• Exercise instructions:
What is needed is an exact copy of the entries, with the pictures excluded.

>>>>

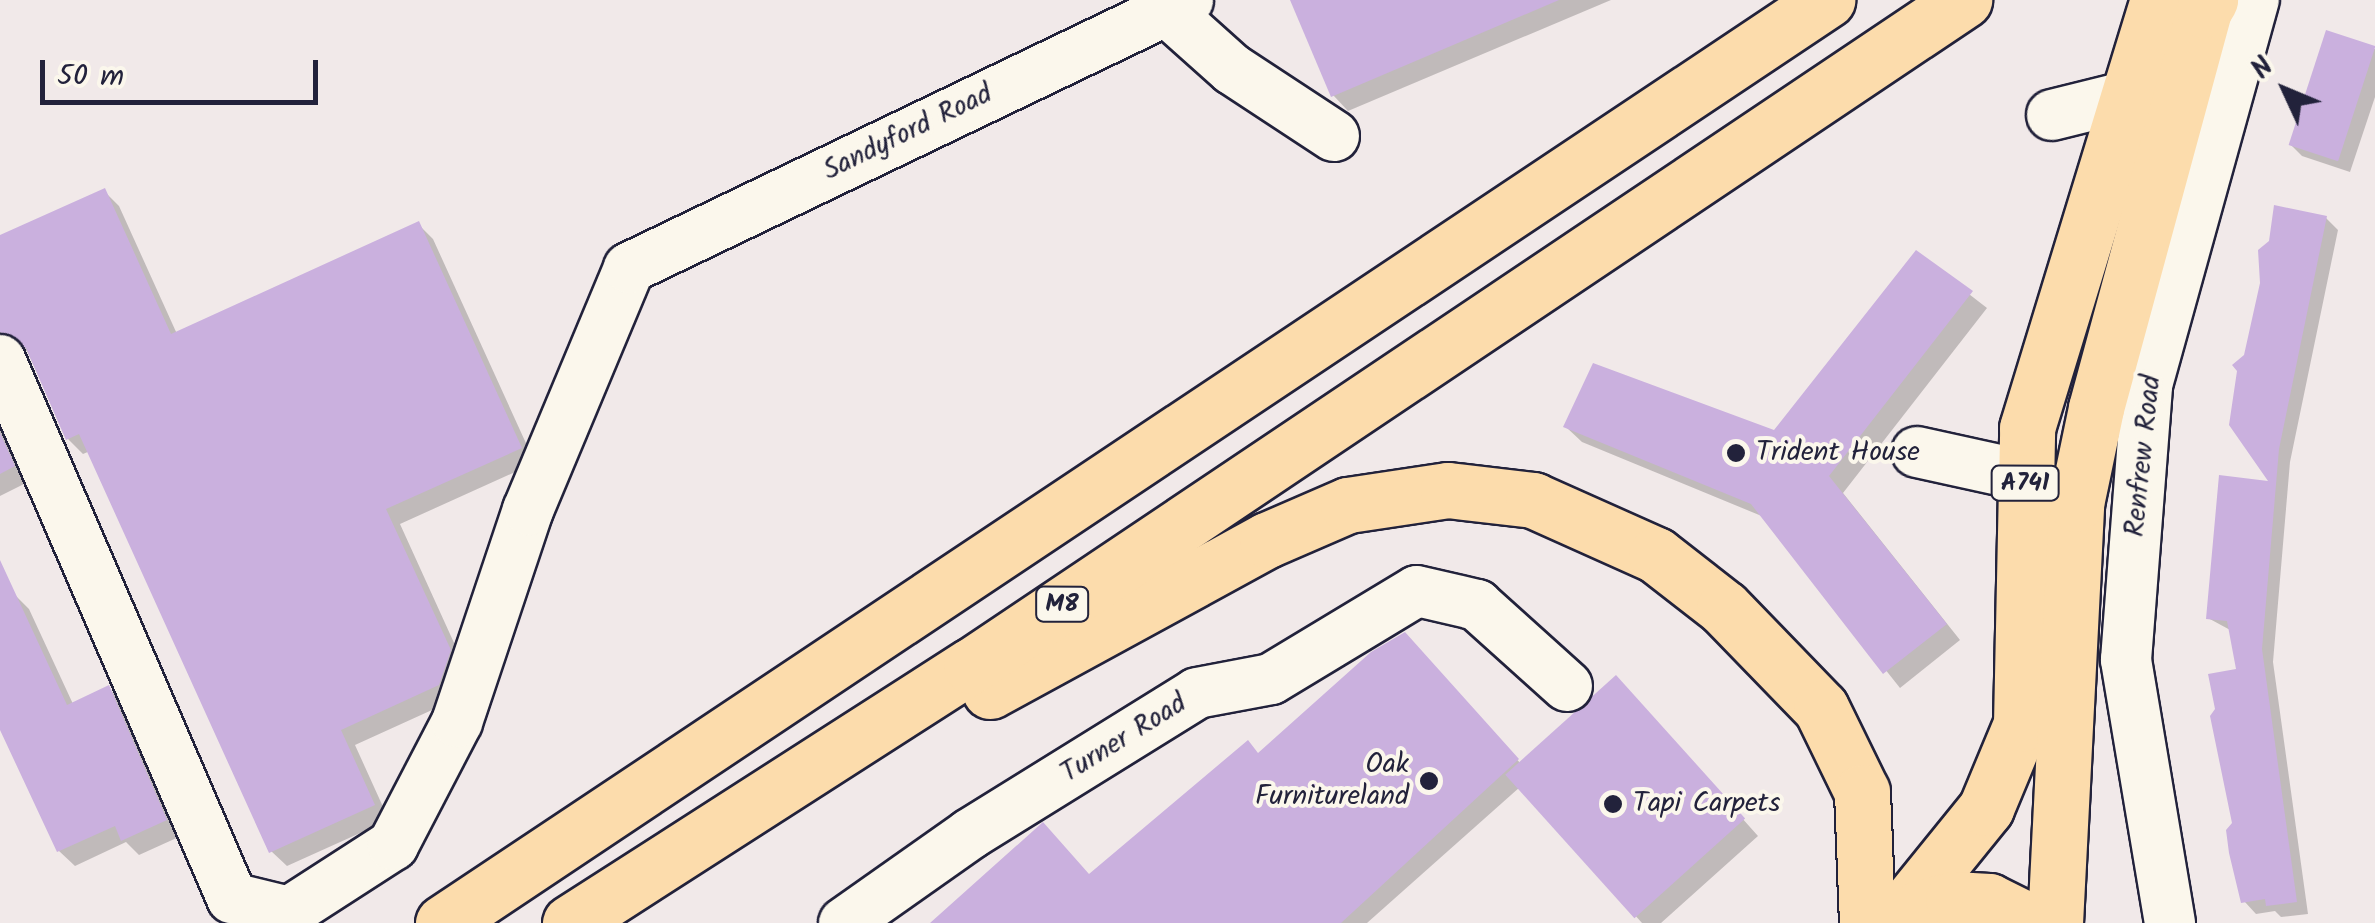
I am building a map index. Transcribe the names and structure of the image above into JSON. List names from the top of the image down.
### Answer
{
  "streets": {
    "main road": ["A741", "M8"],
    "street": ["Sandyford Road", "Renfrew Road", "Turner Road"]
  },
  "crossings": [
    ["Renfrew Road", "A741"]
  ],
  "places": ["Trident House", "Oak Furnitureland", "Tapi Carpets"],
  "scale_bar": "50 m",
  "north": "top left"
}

<<<<

• Task output:
I am building a map index. Transcribe the names and structure of the image above into JSON. List names from the top of the image down.
### Answer
{
  "streets": {
    "main road": ["A741", "M8"],
    "street": ["Sandyford Road", "Renfrew Road", "Turner Road"]
  },
  "crossings": [
    ["Renfrew Road", "A741"]
  ],
  "places": ["Trident House", "Oak Furnitureland", "Tapi Carpets"],
  "scale_bar": "50 m",
  "north": "top left"
}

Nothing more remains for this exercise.